*** Opening Data excerpts ***
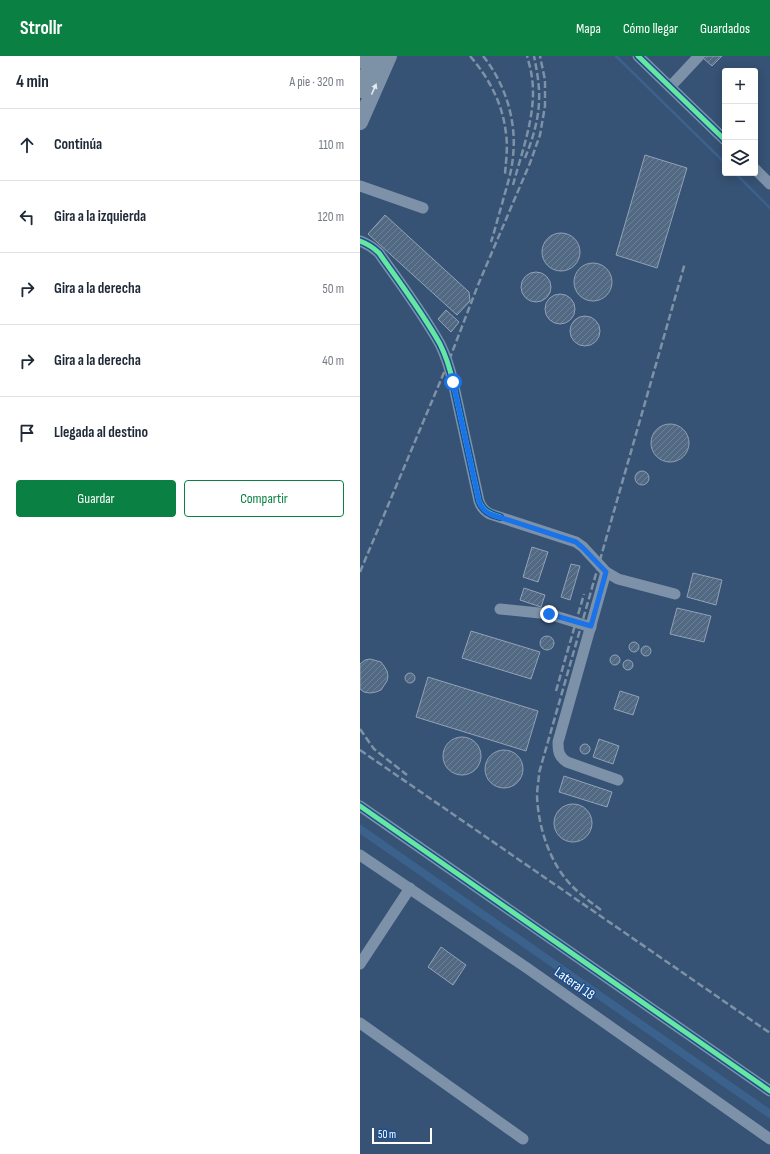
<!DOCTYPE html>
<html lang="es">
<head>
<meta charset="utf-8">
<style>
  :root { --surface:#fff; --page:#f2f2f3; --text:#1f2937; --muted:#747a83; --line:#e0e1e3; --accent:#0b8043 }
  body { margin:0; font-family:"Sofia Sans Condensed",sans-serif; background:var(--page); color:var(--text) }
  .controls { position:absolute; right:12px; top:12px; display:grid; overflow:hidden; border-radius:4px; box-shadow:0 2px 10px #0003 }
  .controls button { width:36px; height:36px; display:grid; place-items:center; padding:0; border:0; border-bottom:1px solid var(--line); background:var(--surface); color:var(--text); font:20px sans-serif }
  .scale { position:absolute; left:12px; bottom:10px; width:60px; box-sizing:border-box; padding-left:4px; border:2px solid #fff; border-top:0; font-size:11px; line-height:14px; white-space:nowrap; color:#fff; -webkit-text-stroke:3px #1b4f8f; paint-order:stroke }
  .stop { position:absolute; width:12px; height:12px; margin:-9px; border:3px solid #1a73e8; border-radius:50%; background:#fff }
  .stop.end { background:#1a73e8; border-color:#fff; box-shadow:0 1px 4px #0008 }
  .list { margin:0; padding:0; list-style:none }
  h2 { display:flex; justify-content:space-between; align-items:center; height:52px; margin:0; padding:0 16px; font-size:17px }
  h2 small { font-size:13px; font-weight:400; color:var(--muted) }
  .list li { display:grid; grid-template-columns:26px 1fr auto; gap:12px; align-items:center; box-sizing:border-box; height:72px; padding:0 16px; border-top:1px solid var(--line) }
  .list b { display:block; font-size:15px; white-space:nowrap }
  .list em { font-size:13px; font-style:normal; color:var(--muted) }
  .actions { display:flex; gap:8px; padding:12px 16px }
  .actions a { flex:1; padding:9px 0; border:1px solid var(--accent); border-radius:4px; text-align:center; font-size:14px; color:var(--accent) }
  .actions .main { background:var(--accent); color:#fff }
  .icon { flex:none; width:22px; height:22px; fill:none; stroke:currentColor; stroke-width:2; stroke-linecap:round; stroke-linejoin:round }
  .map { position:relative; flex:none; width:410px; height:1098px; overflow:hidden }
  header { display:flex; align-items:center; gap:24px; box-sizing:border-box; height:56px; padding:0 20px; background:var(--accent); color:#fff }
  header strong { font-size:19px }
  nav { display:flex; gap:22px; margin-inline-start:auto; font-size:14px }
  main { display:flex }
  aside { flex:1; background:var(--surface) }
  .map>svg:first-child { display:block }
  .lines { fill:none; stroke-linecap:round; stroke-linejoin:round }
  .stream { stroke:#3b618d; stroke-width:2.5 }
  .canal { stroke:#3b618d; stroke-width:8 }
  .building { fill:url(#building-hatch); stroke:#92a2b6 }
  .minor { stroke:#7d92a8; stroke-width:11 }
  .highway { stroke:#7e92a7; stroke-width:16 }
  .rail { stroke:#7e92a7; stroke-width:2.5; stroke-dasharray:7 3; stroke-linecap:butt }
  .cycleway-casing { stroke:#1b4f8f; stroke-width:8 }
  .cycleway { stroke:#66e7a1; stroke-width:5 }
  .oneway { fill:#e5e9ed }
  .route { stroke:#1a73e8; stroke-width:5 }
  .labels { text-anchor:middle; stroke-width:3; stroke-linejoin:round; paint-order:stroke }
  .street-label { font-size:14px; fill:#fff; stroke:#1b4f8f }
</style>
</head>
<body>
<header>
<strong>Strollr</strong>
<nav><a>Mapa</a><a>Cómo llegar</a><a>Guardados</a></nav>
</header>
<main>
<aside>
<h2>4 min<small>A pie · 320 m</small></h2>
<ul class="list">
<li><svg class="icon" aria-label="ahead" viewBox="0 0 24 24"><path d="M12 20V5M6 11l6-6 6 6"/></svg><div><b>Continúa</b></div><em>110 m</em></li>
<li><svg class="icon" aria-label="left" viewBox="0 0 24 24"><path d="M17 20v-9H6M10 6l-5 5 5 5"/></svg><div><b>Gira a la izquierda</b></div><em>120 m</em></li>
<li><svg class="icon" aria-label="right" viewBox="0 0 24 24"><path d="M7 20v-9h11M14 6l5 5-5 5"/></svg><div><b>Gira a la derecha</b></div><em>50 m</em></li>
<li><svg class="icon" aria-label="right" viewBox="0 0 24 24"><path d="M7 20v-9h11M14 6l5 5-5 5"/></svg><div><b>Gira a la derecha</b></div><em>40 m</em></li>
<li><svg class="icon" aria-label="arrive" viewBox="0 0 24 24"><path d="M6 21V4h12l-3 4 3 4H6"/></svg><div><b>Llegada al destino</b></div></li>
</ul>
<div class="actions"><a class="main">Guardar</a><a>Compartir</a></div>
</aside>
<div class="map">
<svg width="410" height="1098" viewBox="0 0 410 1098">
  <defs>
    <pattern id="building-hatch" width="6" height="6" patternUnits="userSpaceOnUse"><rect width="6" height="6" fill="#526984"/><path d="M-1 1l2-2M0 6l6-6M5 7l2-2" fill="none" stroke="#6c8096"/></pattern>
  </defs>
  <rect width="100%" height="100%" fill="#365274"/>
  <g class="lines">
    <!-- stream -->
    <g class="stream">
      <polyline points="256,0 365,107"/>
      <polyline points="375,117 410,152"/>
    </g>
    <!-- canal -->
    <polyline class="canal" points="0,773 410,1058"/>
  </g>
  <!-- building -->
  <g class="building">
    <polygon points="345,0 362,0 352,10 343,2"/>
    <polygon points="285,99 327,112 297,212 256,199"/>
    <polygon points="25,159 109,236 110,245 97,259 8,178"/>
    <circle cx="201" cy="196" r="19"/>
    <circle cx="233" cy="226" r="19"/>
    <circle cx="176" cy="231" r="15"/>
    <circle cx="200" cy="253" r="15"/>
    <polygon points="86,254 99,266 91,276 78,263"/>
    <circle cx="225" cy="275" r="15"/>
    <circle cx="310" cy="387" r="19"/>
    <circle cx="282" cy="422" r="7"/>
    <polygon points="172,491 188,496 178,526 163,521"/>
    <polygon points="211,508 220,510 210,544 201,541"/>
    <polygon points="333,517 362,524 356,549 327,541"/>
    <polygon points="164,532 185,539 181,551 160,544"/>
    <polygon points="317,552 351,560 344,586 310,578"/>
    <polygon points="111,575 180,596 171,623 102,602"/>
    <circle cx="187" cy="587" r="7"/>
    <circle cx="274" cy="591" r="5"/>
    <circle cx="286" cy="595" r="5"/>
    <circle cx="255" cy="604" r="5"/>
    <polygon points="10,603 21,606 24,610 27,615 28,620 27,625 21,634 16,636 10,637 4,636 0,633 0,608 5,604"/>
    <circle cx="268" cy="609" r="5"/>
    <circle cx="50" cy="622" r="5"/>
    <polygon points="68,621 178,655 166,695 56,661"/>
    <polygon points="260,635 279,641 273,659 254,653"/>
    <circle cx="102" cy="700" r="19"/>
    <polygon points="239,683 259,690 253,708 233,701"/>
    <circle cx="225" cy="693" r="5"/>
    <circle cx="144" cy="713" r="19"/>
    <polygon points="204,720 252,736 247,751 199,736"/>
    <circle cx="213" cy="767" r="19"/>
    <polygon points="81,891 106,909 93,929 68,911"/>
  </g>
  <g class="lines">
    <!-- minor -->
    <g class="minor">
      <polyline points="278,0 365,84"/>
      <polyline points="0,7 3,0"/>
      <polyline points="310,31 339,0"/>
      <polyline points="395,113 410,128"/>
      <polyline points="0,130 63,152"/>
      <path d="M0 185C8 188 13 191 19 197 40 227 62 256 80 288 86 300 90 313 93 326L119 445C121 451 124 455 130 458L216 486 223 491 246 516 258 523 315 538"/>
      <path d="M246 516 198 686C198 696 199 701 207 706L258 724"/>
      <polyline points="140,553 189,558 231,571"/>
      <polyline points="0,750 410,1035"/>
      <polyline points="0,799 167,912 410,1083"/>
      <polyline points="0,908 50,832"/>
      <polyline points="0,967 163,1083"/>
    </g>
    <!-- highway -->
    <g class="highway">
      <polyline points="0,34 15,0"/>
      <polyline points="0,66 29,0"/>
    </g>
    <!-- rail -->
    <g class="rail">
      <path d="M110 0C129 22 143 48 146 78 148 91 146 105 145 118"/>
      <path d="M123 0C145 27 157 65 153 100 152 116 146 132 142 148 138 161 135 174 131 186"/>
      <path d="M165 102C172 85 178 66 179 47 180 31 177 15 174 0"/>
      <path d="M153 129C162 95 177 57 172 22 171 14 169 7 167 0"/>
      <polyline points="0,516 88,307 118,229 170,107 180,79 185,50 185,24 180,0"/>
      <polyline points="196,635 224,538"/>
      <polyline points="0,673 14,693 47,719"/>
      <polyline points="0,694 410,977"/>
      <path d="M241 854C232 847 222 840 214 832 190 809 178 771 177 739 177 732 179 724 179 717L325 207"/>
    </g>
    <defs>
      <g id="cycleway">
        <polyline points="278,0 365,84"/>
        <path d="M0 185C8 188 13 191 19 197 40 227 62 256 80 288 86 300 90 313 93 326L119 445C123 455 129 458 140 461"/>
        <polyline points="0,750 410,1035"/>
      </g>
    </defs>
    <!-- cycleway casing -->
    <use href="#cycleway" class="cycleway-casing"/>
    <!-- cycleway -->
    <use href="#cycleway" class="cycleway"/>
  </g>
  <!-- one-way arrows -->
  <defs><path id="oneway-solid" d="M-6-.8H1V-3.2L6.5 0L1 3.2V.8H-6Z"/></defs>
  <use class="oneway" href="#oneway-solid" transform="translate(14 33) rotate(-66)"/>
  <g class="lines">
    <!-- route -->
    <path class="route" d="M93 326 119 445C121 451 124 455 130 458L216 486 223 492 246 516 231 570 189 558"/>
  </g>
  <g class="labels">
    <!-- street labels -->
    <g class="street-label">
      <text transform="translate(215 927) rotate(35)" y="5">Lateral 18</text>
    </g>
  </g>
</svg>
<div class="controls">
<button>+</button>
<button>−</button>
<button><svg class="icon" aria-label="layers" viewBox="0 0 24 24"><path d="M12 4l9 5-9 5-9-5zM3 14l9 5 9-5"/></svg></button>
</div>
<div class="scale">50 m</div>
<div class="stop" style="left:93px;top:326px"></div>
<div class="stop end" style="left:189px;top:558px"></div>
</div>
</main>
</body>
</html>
*** Closing Data excerpts ***
Task item —
Copy all lines of the records in which the string "list" can be found.

Answer to the exercise —
  .list { margin:0; padding:0; list-style:none }
  .list li { display:grid; grid-template-columns:26px 1fr auto; gap:12px; align-items:center; box-sizing:border-box; height:72px; padding:0 16px; border-top:1px solid var(--line) }
  .list b { display:block; font-size:15px; white-space:nowrap }
  .list em { font-size:13px; font-style:normal; color:var(--muted) }
<ul class="list">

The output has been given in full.